**PROBLEM STATEMENT**
Repeat exactly, and only, the lines from the one containing "Instruction: What data" through the last line of the data below.

Recorded data
◆ ◆ ◆ ◆ ◆

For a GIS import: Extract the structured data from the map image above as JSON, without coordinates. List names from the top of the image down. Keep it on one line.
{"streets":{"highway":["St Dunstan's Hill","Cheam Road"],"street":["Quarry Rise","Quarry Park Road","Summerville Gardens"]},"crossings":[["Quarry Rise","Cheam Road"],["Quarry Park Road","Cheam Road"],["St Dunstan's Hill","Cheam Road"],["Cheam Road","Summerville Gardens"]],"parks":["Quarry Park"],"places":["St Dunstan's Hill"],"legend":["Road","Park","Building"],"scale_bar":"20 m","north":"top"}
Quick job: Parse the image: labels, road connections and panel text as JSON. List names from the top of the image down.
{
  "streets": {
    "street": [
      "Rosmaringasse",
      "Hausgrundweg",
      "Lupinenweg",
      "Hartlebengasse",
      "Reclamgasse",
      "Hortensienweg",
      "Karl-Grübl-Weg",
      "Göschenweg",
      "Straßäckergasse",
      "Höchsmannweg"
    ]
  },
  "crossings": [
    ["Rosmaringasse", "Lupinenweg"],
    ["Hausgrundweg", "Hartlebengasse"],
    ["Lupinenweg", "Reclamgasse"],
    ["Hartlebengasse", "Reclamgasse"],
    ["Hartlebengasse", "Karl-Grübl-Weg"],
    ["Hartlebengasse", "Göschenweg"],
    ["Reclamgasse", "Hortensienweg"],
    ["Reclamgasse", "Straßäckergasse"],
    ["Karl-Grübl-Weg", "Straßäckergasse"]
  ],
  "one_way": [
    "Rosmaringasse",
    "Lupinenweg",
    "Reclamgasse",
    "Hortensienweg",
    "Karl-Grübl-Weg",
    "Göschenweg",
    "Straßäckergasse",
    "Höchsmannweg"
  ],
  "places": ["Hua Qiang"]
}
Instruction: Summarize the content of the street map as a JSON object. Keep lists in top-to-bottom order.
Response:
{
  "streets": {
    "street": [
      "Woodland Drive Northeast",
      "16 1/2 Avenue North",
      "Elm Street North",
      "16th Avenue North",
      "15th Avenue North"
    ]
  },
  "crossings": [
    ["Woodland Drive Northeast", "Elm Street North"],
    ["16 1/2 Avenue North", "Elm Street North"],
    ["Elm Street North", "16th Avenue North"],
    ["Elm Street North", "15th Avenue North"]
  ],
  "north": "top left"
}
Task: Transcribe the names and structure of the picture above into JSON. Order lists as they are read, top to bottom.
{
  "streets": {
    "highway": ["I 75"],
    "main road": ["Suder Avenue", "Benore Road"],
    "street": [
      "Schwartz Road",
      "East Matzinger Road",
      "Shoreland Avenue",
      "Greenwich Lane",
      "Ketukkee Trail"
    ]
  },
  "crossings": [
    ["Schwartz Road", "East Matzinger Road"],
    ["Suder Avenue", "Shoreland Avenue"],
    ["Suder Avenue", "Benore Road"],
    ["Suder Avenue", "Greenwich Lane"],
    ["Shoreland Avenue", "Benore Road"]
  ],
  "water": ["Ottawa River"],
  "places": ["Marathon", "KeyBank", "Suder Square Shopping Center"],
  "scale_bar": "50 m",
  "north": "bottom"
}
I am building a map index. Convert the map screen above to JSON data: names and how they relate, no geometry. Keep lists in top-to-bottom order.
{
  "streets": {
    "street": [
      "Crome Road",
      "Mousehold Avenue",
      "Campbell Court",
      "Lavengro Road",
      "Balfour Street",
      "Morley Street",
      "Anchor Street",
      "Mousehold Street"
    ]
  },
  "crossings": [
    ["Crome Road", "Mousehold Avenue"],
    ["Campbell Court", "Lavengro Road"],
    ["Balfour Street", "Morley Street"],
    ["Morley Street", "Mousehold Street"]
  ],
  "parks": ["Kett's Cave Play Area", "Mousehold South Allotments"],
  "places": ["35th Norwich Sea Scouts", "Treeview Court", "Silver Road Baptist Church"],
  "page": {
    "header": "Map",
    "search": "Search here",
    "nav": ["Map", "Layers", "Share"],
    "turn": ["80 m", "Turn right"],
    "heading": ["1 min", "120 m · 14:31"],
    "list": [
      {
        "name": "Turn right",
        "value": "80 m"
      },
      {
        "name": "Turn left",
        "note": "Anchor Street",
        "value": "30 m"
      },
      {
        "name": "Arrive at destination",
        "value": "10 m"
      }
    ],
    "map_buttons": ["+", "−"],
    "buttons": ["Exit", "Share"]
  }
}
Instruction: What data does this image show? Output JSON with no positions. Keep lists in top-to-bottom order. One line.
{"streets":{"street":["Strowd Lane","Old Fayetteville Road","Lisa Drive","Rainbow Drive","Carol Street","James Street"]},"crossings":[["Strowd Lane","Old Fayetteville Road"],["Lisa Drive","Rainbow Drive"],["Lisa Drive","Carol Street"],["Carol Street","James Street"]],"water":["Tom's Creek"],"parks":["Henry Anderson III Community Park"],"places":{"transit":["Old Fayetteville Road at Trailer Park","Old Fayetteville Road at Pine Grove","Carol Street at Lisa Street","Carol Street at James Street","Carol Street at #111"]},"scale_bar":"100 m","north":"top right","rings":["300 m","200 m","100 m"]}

◆ ◆ ◆ ◆ ◆

**EXERCISE OUTPUT**
Instruction: What data does this image show? Output JSON with no positions. Keep lists in top-to-bottom order. One line.
{"streets":{"street":["Strowd Lane","Old Fayetteville Road","Lisa Drive","Rainbow Drive","Carol Street","James Street"]},"crossings":[["Strowd Lane","Old Fayetteville Road"],["Lisa Drive","Rainbow Drive"],["Lisa Drive","Carol Street"],["Carol Street","James Street"]],"water":["Tom's Creek"],"parks":["Henry Anderson III Community Park"],"places":{"transit":["Old Fayetteville Road at Trailer Park","Old Fayetteville Road at Pine Grove","Carol Street at Lisa Street","Carol Street at James Street","Carol Street at #111"]},"scale_bar":"100 m","north":"top right","rings":["300 m","200 m","100 m"]}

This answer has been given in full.